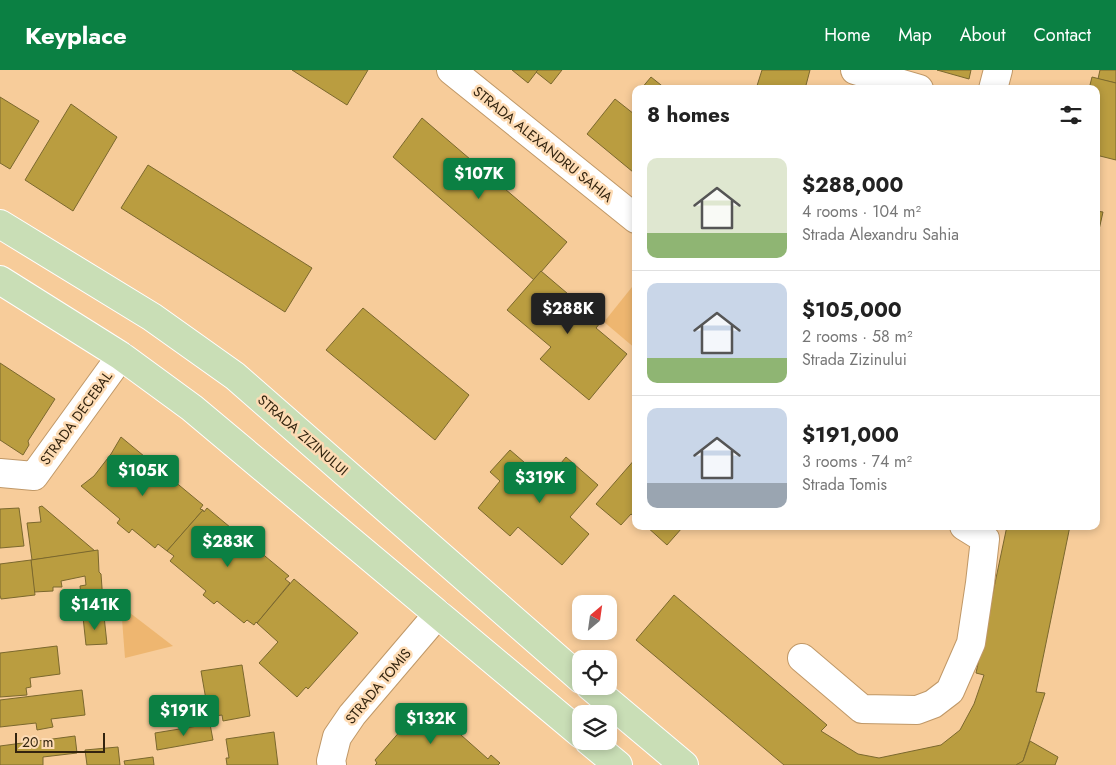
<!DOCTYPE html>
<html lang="en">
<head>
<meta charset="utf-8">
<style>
  :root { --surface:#fff; --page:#f6f6f6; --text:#222; --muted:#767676; --line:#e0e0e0; --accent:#0b8043 }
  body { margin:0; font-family:Jost,sans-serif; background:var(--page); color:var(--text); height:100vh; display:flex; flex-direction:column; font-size:19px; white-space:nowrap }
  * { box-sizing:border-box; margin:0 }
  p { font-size:16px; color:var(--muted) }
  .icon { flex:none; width:28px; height:28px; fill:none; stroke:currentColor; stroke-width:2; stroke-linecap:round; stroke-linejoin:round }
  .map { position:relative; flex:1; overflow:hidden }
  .panel { position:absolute; left:632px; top:15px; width:468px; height:445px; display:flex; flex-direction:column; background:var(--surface); border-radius:10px; box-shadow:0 2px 8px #0003 }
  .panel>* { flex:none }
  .needle { width:32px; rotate:29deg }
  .fabs { position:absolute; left:572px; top:525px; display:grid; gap:10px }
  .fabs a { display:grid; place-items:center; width:45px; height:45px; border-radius:10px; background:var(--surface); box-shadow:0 2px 8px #0003; font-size:25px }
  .scale { position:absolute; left:15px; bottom:12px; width:90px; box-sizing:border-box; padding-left:5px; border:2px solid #33240f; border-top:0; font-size:14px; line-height:18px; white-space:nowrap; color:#33240f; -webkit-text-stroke:4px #fddbb4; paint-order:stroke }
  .price { position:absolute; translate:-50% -42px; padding:0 11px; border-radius:5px; background:var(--accent); color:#fff; font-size:16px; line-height:32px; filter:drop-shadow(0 1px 2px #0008) }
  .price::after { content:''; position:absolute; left:50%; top:30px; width:15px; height:11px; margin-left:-8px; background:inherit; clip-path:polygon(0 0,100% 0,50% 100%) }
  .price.active { background:#222; color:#fff }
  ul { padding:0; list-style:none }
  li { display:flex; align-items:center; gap:15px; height:125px; padding:0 15px }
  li+li { border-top:1px solid var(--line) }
  li span { display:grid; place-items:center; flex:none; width:140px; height:100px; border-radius:10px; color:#555 }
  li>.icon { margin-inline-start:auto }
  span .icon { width:60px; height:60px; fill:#fffc; stroke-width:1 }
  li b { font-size:21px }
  h2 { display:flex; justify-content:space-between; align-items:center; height:60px; padding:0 15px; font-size:21px }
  header { display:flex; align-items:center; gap:30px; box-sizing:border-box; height:70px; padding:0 25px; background:var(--accent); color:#fff }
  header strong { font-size:24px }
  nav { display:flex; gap:28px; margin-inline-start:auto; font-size:18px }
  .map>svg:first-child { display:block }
</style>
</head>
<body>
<header>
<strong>Keyplace</strong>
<nav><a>Home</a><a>Map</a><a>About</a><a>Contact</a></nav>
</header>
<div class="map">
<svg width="1116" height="695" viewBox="0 0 1116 695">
  <rect width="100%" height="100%" fill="#f7cc9a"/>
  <g fill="#eeb670">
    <path d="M636,212V279L604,252Z"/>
    <path d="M121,536L173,576L125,588Z"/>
  </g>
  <g fill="#ba9d40" stroke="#7b682e">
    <path d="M292,0H368L347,35Z"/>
    <path d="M512,0H538L528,13Z"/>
    <path d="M538,0H562L551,14L536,2Z"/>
    <path d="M762,0H810L805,19H756Z"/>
    <path d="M937,0H971L969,9Z"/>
    <path d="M1100,0H1116V13L1098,9Z"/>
    <path d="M651,7L666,19H641Z"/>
    <path d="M1092,7L1116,13V90L1096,85V19H1089Z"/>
    <path d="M0,27L39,51L10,99L0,93Z"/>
    <path d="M615,29L634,44L636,41V99L633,102L587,64Z"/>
    <path d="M71,34L117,67L73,141L25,110Z"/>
    <path d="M422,48L567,172L534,210L393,87Z"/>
    <path d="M148,95L312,198L285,242L121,138Z"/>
    <path d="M1096,141L1103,142L1096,173Z"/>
    <path d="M541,201L601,252L596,258L627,284L589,330L540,289L551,277L507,240Z"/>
    <path d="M363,238L469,325L435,370L326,280Z"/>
    <path d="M0,293L55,329L28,371L29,375L23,385L0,370Z"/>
    <path d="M121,367L203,435L200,439L203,440L167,481L158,474L155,478L132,459L129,463L117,453L120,449L81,416L94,406L111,384Z"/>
    <path d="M510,380L546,411L566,387L598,415L570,447L589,464L562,495L518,457L510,466L478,438L500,411L490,402Z"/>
    <path d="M636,388V448L631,444L621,455L596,434Z"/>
    <path d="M42,436L95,481L32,490L27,453L41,452L39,437Z"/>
    <path d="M19,438L24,476L0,478V439Z"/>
    <path d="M207,438L289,506L285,509L290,513L257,553L256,552L254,555L247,550L244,553L217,531L214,534L203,525L206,521L170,491L174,486L167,481L203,440L204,442Z"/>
    <path d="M646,456H680L682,458L667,475Z"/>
    <path d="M1007,456H1070L1036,622L1045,623L1023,691L1016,695H784L636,570L674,525L827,655L821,661L858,684L879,688L941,675L960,660L974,634L984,605L976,603Z"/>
    <path d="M98,480L99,502L101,504L104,546L83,547L80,516L86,515L85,506L61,511L62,517H53V521L34,522L31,490Z"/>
    <path d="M31,490L35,525L1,529L0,525V494Z"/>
    <path d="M294,509L358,563L308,619L306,617L297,627L259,593L278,572L257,553Z"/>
    <path d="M104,546L107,574L86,575L83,547Z"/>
    <path d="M57,576L60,604L30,608L31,617L26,618L27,625L0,627V583Z"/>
    <path d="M242,595L250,646L223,651L222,645L209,647L201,601Z"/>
    <path d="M82,620L85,645L51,649L53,657L37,660L36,653L0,657V630Z"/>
    <path d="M417,636L421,640L424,636L441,652L443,649L488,689L491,685L500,693L498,695H375L377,693L375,690L409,651L406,649Z"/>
    <path d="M210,654L213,670L157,680L155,663Z"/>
    <path d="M274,662L278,695H227L226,688H229L226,669Z"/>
    <path d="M75,666L77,683L43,687V695H0V676Z"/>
    <path d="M1030,671L1058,687L1055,695H1016L1023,691Z"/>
    <path d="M118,677L120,695H87L85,680Z"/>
    <path d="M153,687L154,695H125L124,691Z"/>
  </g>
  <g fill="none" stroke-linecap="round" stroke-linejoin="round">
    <defs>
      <g id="minor">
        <path d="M451,0L636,149"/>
        <path d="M855,0L919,19"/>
        <path d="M993,19L998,0"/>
        <path d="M0,403L34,406L121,286"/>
        <path d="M802,588L862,639L917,640L933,634L950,621L971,573L980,513L985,469L964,456"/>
        <path d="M332,695L331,691L337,667L352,645L438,544"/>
      </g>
      <g id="major">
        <path d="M0,154L152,247L235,306L581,609"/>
        <path d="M0,210L121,286L192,338L581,664"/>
        <path d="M590,616L684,695"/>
        <path d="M589,671L618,695"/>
      </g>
    </defs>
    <use href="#minor" stroke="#c09867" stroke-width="30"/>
    <use href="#major" stroke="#fff" stroke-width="30"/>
    <use href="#minor" stroke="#fff" stroke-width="28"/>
    <use href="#major" stroke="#c9deb6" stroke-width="28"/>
  </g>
  <g text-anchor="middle" stroke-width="5" stroke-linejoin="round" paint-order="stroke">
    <g font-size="14" fill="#33240f" stroke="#fddbb4">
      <text transform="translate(543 74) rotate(39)" y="5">STRADA ALEXANDRU SAHIA</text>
      <text transform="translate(76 348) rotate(-54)" y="5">STRADA DECEBAL</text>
      <text transform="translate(303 365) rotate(41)" y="5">STRADA ZIZINULUI</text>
      <text transform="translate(378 616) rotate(-50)" y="5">STRADA TOMIS</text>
    </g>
  </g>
</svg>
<div class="fabs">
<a><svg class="needle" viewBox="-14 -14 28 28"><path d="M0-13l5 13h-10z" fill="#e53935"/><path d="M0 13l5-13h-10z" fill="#767676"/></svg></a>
<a><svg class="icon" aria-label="locate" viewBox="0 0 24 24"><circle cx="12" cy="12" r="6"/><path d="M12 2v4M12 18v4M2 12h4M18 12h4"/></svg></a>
<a><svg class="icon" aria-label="layers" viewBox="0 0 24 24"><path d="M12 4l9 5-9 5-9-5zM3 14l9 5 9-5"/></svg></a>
</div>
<div class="scale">20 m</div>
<b class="price" style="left:479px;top:130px">$107K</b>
<b class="price active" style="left:568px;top:265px">$288K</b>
<b class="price" style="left:143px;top:427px">$105K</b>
<b class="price" style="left:540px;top:434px">$319K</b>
<b class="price" style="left:228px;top:498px">$283K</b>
<b class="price" style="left:95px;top:561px">$141K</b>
<b class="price" style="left:184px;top:667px">$191K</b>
<b class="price" style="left:431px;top:675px">$132K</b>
<section class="panel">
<h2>8 homes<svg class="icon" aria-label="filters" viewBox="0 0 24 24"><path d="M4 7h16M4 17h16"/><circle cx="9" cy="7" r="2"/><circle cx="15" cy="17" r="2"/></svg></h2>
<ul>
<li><span style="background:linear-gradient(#dfe7d0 75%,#8fb573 0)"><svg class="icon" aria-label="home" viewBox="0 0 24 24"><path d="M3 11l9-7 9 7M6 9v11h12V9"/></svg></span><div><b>$288,000</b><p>4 rooms · 104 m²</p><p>Strada Alexandru Sahia</p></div></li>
<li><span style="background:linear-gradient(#c9d6e8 75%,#8fb573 0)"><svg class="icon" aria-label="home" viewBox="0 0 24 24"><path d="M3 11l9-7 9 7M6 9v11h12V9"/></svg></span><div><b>$105,000</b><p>2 rooms · 58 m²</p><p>Strada Zizinului</p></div></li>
<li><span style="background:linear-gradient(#c9d6e8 75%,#9aa5b1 0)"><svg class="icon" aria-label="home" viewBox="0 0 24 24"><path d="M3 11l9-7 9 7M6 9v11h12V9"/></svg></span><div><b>$191,000</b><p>3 rooms · 74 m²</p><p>Strada Tomis</p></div></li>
</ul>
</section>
</div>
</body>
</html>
--------------------------------------------------
REQUIRED WORK
Look over the data above and show each line that contains "inline".

WRITTEN ANSWER
  li>.icon { margin-inline-start:auto }
  nav { display:flex; gap:28px; margin-inline-start:auto; font-size:18px }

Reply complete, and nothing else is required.